Hybridity and Mimicry

Part 5.3 of Drama in English from Singapore and Malaysia

Chitra Sankaran, PhD, Department of English Language and Literature, National University of Singapore

Adapted from Post-Colonial Literatures in English, ed. Rajeev S. Patke, 1998, by George P. Landow, Professor of English and Art History, Brown University; Distinguished Visiting Professor, NUS, 1998-99.

Homi Bhabha has argued that post-colonial discourses do not allow themselves to be understood in terms of an implacable binary or polar opposition between the colonising subject, stably positioned at the Centre, and the colonised Other equally stably positioned at the Periphery (Bhabha 1994). Instead, he invites us to see a set of inescapable continuities and interactions across the divide. These ensure an 'ongoing colonial present' (p. 128), characterised on both sides not by an essentialist cultural 'unisonance' (p.94), but by 'ambivalence' and forms of 'multiple and contradictory belief' (p.95). As he puts it, 'The place of difference and otherness... is never entirely on the outside or implacably oppositional' (p.109). The 'strategies of subversion that turn the gaze of the discriminated back upon the eye of power' (p.112) take place in 'the disturbing distance in between' 'the colonialist Self' and 'the colonised Other' (p.45). This space he calls 'the hybrid gap' (p. 58), within which the subject is represented 'in the differentiating order of otherness' (p.45).

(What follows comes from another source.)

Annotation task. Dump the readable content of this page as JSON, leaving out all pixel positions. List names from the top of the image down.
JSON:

What takes place here is 'mimicry'. This is the colonising strategy whereby, as part of its 'civilising mission' (p.106), the Self at the centre requires the Other to 'normalise' itself by 'repeating' the Self's norms, values and behaviour. However, the authority of the Self requires the distinction between itself and the Other to be maintained, such that whatever gets repeated is 'repeated as something differen' (p.111). The repetition, therefore, issues as a 'peculiar strategy of doubling' (p.49), which 're-articulates presence' (of the Self) in terms of its 'otherness' (p. 91). Consequently, mimicry becomes 'a mode of contradictory utterance that ambivalently re-inscribes, across differential power relations, both coloniser and colonised' (p.96), unsettling both, and denying the possibility of a 'plenitudinous presence' to either (pp.107, 53). This, of course, 'disturbs the visibility of the colonial presence and makes the recognition of its authority problematic' (p. 111), especially since 'other ''denied'' knowledge (has) enter[ed] upon the dominant discourse and estrange[d] the basis of its authority - its rules of recognition' (p.114).

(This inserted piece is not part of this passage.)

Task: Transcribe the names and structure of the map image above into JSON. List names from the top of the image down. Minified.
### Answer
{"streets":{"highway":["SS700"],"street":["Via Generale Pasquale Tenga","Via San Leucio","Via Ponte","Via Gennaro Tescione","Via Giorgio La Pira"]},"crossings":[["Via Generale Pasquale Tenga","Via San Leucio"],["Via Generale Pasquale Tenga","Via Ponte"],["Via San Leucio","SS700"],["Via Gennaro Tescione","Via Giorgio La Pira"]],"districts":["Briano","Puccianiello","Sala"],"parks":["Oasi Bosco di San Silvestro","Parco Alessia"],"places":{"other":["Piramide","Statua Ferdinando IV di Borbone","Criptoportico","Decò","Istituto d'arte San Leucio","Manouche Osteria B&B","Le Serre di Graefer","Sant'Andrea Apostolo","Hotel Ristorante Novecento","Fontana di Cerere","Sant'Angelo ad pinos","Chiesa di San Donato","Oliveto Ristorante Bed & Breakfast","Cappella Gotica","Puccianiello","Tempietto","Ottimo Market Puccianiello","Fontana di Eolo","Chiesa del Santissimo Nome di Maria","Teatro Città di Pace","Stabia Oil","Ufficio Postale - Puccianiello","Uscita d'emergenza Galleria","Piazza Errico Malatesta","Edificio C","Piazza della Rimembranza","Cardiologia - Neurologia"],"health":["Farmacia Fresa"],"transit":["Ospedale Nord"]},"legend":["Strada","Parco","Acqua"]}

Fernando's play seems to illustrate a lot of this. A ditty learned from the coloniser is used to subvert what the British national anthem represents. Santinathan's words above, drawing heavily on the coloniser's literature, idiom and slang, show mimicry in action, destabilisingly turning the coloniser's gaze of power against itself. At the same time, we see the subjugated Other too as unsettled, rendered incapable of moving into plenitude or the fullness of self-realisation, which remains eternally deferred, never to be attained.